Aile ve Sosyal Hizmetler Bakanı Mahinur Özdemir Göktaş, Cumhurbaşkanı Recep Tayyip Erdoğan’ın talimatıyla bu yılın sonuna kadar uzatılan Türkiye Aile Destek Programı’na ilişkin değerlendirmelerde bulundu. ‘Kimseyi geride bırakmayan’ bir sosyal hizmet anlayışıyla hareket ettiklerini belirten Göktaş, ihtiyaç sahiplerine yönelik sosyal yardımları sürdürdüklerini belirtti. Düzenli sosyal yardımlardan yararlanan hanelerin yanı sıra herhangi bir dezavantajı olmaması nedeniyle düzenli sosyal yardım alamayan haneleri de yalnızca gelir kriteri üzerinden Türkiye Aile Destek Programı’na dahil ettiklerini hatırlayan Göktaş, “Bu doğrultuda Türkiye Aile Destek Programı’nda bu ayki ödemeyle birlikte bugüne kadar hanelere toplam 95,9 milyar lira destek sağladık” dedi.
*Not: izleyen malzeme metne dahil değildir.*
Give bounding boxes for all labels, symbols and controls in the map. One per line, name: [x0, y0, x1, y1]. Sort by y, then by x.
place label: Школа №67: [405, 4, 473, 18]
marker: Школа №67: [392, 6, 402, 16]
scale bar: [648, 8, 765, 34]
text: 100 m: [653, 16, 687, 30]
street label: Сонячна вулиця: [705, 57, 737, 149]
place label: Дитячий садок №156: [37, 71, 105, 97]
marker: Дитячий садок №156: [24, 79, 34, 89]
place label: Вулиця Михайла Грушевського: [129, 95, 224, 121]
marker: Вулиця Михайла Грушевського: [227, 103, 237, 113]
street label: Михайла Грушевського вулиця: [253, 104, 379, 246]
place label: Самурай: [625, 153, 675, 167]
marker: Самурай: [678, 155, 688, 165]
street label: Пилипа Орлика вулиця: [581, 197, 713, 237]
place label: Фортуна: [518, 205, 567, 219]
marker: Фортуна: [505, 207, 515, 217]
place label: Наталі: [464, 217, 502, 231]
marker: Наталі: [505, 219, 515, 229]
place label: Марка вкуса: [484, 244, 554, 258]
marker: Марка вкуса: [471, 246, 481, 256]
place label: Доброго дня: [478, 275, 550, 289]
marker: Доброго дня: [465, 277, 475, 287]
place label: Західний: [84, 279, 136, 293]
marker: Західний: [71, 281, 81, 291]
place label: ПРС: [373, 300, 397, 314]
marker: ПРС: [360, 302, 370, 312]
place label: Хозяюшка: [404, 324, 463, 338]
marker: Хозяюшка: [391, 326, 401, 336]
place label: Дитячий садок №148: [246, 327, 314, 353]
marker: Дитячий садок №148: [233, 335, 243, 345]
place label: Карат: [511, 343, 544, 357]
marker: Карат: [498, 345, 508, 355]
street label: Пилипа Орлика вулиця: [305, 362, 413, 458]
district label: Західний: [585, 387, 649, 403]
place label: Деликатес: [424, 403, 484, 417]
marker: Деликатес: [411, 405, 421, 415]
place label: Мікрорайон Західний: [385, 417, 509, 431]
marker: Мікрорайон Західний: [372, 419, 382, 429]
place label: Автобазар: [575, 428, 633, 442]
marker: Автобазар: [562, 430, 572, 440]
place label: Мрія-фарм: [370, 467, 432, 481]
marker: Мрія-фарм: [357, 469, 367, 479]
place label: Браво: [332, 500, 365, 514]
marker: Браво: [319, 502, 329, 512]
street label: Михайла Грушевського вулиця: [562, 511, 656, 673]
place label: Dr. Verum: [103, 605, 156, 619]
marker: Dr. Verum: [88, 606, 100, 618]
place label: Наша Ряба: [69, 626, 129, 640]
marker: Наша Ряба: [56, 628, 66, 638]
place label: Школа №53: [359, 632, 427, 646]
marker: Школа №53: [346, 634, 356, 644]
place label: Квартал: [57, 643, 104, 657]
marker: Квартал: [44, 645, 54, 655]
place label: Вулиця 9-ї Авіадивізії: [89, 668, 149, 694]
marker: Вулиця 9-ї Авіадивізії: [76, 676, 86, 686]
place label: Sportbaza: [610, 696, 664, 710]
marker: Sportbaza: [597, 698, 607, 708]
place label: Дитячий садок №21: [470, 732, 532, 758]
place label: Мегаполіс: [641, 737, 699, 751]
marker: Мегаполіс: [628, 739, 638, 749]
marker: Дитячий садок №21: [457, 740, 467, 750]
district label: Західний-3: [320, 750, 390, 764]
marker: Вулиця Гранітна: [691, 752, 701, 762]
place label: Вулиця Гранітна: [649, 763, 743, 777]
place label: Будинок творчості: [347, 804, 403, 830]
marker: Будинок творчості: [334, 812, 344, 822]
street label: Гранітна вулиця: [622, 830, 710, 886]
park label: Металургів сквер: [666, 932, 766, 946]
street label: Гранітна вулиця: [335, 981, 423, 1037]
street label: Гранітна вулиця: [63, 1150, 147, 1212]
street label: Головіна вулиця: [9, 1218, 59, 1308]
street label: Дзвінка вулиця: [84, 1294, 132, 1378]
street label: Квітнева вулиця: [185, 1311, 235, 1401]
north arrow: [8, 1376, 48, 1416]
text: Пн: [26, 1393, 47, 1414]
‘HANELERE DESTEK ÖDEMELERİ HER AY DÜZENLİ OLARAK YAPILIYOR’
Program kapsamında hanelere destek ödemelerinin her ay düzenli yapıldığına değinen Göktaş, “İhtiyaç sahibi hanelerimize yönelik hayata geçirdiğimiz desteğimizle onların yanında olmayı sürdürüyoruz. Türkiye Aile Destek Programı ödemelerini bugün itibarıyla hesaplara yatırıyoruz. Bu doğrultuda Aile Desteği Bileşeni kapsamında 2,9 milyar lira, Çocuk Desteği Bileşeni kapsamında 900 milyon lira olmak üzere toplamda 3,8 milyar lira ödeme yapacağız” şeklinde konuştu.
‘YAVRULARIMIZIN MARUZ KALDIĞI HER TÜRLÜ KÖTÜLÜĞÜN, HER ZAMAN KARŞISINDAYIZ’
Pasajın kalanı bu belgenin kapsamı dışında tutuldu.